:: Data provided ::

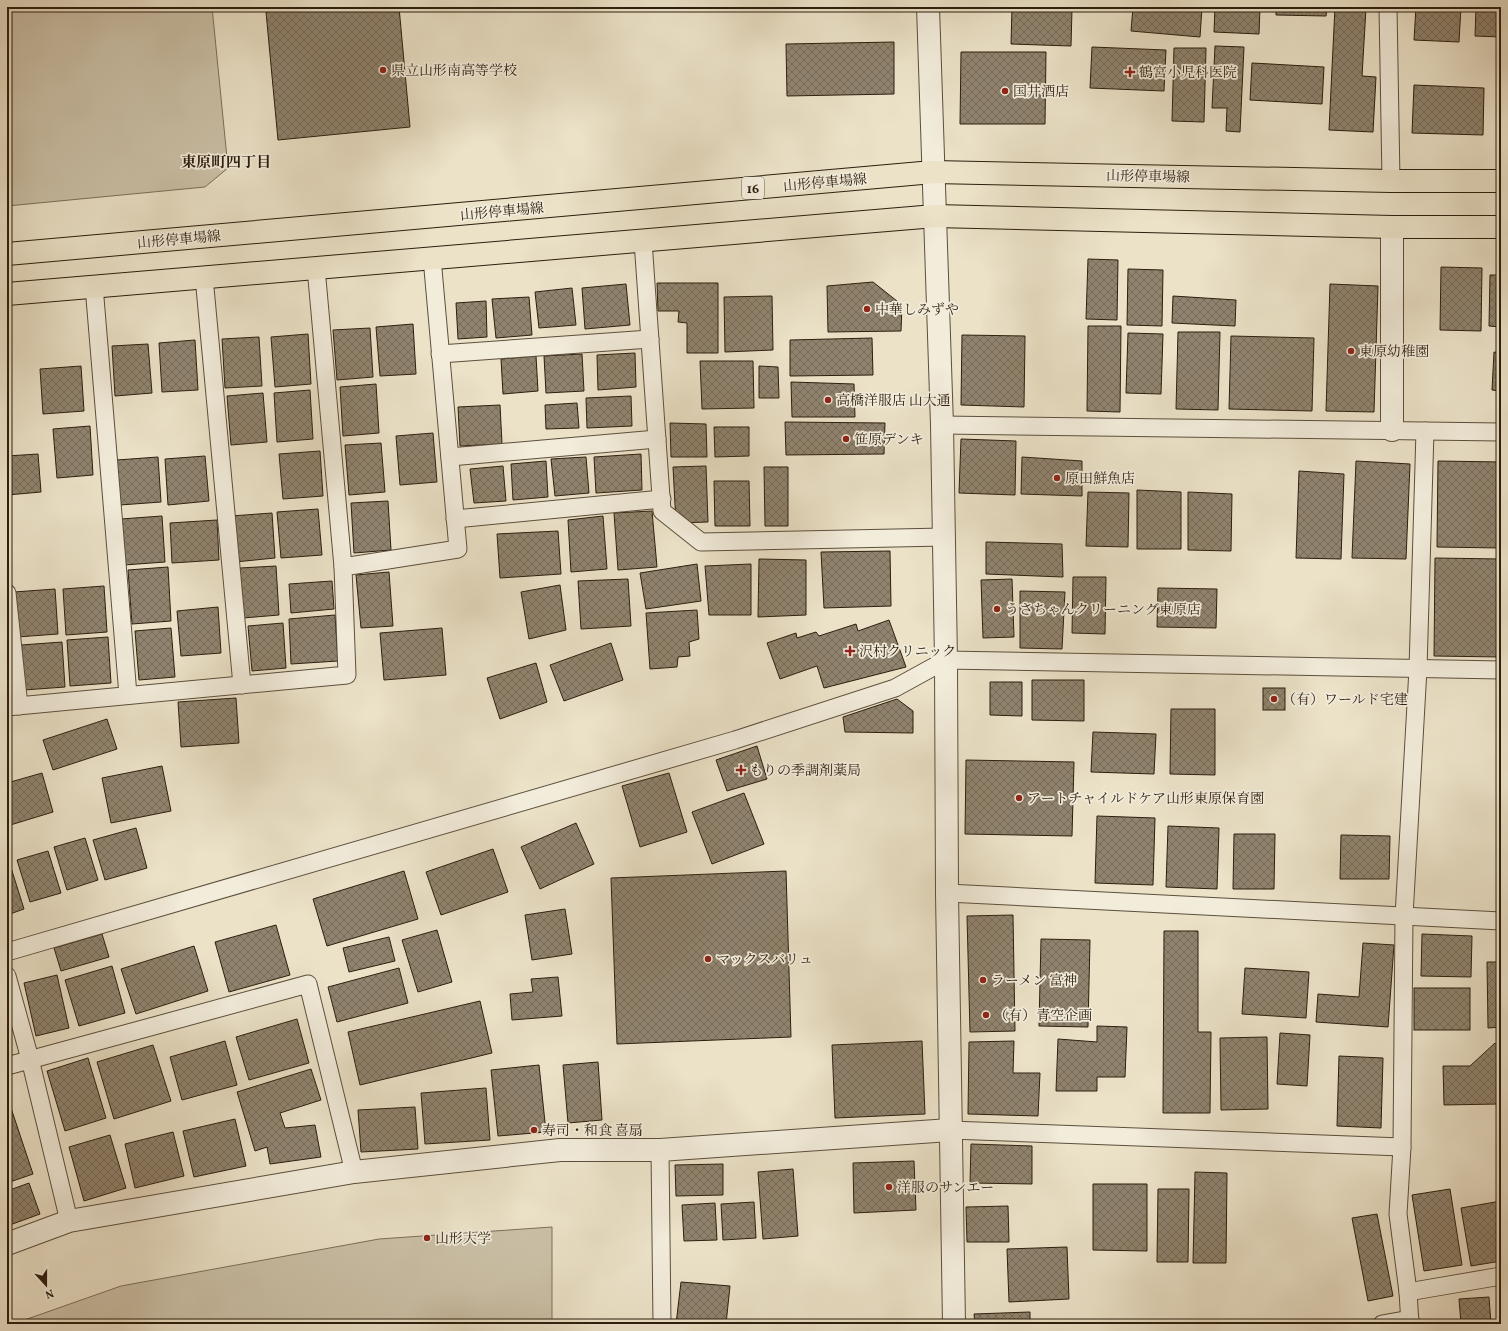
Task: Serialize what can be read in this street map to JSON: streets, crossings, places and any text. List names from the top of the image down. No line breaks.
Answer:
{"streets":{"main road":["山形停車場線","16"]},"districts":["東原町四丁目"],"places":{"other":["県立山形南高等学校","国井酒店","中華しみずや","東原幼稚園","高橋洋服店 山大通","笹原デンキ","原田鮮魚店","うさちゃんクリーニング東原店","（有）ワールド宅建","アートチャイルドケア山形東原保育園","マックスバリュ","ラーメン 富神","（有）青空企画","寿司・和食 喜扇","洋服のサンエー","山形大学"],"health":["鶴宮小児科医院","沢村クリニック","もりの季調剤薬局"]},"north":"bottom"}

:::

## [What you will do]
Each line of the material needs to be given again exactly, without any of its pictures.

## [Exercise output]
Task: Serialize what can be read in this street map to JSON: streets, crossings, places and any text. List names from the top of the image down. No line breaks.
Answer:
{"streets":{"main road":["山形停車場線","16"]},"districts":["東原町四丁目"],"places":{"other":["県立山形南高等学校","国井酒店","中華しみずや","東原幼稚園","高橋洋服店 山大通","笹原デンキ","原田鮮魚店","うさちゃんクリーニング東原店","（有）ワールド宅建","アートチャイルドケア山形東原保育園","マックスバリュ","ラーメン 富神","（有）青空企画","寿司・和食 喜扇","洋服のサンエー","山形大学"],"health":["鶴宮小児科医院","沢村クリニック","もりの季調剤薬局"]},"north":"bottom"}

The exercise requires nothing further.